(Material provided begins)

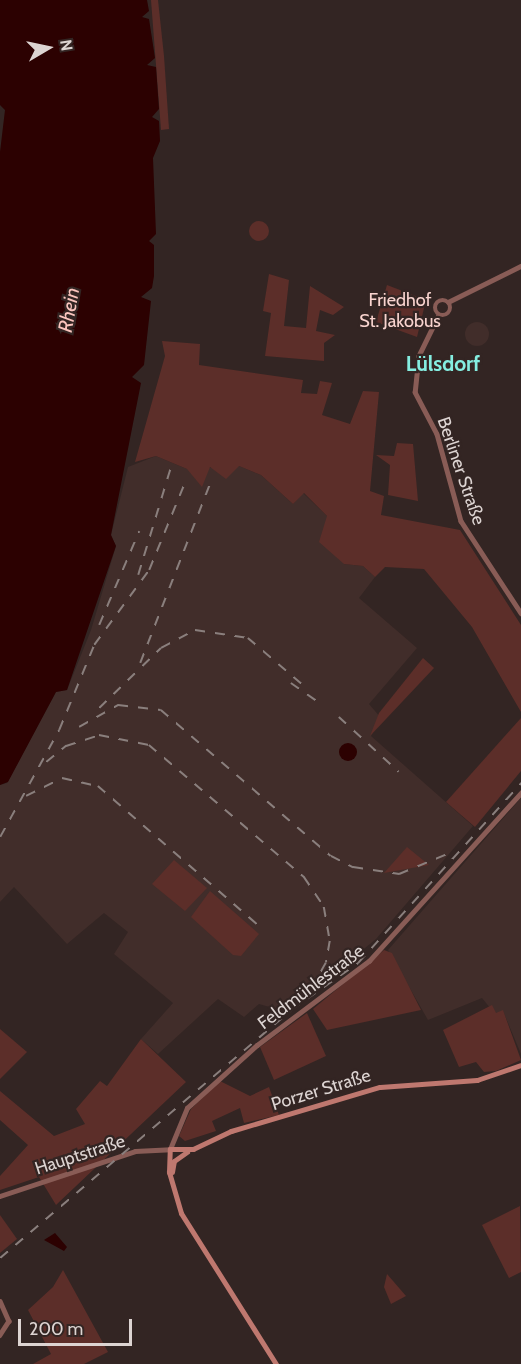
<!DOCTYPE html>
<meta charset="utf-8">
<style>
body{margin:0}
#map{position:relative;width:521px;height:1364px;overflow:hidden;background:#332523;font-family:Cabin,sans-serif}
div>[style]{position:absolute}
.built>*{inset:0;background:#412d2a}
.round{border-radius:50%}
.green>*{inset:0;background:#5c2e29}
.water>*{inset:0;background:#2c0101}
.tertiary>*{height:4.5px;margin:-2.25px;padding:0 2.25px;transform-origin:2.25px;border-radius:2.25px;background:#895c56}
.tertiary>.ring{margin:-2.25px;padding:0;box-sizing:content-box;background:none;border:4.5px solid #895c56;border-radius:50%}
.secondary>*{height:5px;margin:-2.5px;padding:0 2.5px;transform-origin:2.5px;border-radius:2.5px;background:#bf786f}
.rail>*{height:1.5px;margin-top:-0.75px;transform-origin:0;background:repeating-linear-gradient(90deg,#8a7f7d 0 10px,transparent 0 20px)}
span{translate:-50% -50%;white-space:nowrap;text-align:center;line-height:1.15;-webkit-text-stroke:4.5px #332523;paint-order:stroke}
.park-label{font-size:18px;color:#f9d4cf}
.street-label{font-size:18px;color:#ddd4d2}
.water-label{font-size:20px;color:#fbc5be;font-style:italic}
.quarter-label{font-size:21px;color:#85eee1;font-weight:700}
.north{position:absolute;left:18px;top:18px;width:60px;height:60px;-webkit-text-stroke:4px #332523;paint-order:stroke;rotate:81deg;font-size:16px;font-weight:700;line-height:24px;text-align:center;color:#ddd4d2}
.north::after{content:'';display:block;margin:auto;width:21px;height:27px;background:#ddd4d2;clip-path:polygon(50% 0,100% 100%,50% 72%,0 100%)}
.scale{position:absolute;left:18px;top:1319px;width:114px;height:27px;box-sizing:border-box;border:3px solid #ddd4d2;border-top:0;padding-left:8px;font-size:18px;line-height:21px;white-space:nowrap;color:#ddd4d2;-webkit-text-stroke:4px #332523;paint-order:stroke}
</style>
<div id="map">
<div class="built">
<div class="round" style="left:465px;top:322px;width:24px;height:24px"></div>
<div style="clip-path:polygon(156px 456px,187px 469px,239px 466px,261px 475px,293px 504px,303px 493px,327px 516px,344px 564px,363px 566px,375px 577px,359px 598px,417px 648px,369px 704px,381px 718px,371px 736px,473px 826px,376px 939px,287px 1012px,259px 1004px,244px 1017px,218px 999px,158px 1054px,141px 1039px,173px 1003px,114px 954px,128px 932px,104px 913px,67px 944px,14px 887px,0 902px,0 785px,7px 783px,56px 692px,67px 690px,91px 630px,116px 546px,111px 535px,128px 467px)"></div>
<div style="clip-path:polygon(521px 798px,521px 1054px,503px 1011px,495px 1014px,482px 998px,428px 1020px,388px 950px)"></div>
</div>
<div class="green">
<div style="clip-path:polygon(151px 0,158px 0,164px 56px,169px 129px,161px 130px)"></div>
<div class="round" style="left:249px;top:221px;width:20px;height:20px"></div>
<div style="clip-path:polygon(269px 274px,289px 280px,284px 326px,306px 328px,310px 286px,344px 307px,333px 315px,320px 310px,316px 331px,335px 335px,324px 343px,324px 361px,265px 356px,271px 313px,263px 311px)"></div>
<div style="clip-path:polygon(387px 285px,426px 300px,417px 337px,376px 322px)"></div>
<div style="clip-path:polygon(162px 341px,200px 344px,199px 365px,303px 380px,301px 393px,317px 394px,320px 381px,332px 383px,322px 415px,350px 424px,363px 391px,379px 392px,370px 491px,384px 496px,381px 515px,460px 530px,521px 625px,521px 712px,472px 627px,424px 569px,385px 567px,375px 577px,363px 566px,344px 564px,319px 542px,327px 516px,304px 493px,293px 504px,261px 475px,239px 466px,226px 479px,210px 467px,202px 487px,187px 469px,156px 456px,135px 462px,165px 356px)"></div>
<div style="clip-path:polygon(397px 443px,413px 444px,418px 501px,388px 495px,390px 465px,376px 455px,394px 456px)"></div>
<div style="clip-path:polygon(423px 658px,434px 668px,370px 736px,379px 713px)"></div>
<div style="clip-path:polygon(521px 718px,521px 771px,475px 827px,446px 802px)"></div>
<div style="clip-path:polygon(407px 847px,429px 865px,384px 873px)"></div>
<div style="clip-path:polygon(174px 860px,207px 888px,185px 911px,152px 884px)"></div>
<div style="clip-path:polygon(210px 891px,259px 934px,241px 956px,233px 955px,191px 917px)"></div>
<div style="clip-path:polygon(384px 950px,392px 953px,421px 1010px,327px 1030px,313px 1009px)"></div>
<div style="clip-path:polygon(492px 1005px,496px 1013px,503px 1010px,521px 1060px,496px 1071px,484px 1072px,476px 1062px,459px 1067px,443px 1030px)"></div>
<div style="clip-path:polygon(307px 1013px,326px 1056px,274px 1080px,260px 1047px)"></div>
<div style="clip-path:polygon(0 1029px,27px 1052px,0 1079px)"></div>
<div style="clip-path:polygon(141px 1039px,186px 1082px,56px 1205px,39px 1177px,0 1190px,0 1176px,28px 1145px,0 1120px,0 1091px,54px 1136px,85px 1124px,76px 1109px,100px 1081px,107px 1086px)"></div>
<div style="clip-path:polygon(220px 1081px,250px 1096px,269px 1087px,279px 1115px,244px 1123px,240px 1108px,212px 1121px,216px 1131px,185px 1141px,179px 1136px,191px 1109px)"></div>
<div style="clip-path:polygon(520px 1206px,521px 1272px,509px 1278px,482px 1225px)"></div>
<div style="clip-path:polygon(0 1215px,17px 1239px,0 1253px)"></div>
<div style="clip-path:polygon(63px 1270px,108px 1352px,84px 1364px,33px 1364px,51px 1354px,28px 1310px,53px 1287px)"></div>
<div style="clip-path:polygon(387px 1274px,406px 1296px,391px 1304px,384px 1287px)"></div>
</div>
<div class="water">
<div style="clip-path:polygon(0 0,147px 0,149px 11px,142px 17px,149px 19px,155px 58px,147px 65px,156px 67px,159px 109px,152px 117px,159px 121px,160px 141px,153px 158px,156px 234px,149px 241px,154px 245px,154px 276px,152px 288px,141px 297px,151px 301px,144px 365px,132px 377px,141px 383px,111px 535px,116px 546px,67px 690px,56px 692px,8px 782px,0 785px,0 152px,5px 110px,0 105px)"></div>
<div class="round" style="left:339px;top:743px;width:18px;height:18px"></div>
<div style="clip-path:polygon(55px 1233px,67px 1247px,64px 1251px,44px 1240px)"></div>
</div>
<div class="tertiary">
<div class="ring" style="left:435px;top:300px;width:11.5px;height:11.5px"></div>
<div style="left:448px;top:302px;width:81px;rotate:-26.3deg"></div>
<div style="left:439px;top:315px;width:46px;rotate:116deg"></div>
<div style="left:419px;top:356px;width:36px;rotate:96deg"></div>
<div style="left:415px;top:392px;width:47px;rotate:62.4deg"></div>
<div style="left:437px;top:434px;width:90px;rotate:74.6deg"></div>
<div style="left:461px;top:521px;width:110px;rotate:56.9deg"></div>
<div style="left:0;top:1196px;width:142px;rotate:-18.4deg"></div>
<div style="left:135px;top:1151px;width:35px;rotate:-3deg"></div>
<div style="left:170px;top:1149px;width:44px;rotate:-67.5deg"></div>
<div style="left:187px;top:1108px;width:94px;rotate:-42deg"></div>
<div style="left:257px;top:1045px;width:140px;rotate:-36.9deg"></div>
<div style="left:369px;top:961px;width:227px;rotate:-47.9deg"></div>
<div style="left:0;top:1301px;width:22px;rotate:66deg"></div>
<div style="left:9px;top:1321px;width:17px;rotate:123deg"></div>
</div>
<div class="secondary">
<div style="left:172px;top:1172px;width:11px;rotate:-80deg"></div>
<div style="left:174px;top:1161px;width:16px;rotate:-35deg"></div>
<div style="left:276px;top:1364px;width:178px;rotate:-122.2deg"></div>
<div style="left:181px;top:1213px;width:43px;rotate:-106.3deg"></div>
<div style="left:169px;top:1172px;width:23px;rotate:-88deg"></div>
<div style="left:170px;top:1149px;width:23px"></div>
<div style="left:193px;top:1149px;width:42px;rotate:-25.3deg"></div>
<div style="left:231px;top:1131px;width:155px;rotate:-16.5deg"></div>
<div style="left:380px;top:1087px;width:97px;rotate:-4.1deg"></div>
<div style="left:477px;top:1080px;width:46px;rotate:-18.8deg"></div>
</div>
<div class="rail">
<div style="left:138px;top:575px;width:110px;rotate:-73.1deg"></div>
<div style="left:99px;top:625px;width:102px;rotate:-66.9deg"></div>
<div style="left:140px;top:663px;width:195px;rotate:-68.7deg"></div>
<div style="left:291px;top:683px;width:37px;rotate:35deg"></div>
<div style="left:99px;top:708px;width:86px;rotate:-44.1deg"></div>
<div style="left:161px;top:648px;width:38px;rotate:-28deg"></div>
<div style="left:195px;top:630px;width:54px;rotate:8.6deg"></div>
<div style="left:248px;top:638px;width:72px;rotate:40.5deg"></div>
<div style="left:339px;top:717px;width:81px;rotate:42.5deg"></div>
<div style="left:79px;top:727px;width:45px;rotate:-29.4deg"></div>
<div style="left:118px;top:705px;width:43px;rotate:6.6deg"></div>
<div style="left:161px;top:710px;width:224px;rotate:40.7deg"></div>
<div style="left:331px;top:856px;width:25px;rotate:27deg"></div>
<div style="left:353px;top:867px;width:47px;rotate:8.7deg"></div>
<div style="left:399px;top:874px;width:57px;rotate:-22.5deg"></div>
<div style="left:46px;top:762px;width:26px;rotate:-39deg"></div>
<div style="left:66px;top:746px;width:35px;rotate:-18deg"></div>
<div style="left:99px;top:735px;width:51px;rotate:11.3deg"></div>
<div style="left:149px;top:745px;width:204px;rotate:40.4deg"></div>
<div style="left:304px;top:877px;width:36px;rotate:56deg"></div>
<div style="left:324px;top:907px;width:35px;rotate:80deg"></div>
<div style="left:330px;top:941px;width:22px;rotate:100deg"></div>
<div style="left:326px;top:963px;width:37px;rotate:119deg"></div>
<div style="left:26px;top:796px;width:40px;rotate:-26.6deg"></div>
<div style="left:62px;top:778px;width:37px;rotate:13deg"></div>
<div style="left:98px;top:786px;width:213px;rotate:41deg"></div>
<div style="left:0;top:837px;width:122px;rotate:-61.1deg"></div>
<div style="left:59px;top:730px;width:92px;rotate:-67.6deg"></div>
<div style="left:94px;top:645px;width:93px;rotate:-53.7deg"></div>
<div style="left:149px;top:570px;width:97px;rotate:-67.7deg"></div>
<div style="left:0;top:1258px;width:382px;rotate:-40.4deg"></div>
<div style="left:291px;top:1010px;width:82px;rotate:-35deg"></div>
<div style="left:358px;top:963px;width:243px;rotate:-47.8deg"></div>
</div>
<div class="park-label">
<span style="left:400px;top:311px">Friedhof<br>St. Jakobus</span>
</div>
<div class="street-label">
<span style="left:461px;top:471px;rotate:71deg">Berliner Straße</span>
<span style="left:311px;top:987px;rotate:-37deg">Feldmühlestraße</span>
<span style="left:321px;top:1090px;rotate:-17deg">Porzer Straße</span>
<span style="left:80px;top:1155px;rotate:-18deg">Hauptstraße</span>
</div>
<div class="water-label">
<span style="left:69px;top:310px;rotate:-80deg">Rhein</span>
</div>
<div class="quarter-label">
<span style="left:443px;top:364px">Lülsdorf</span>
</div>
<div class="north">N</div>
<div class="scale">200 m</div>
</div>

(Material provided ends)

### Problem to work on:
From the data above, show each line that contains "street".

### Answer box:
.street-label{font-size:18px;color:#ddd4d2}
<div class="street-label">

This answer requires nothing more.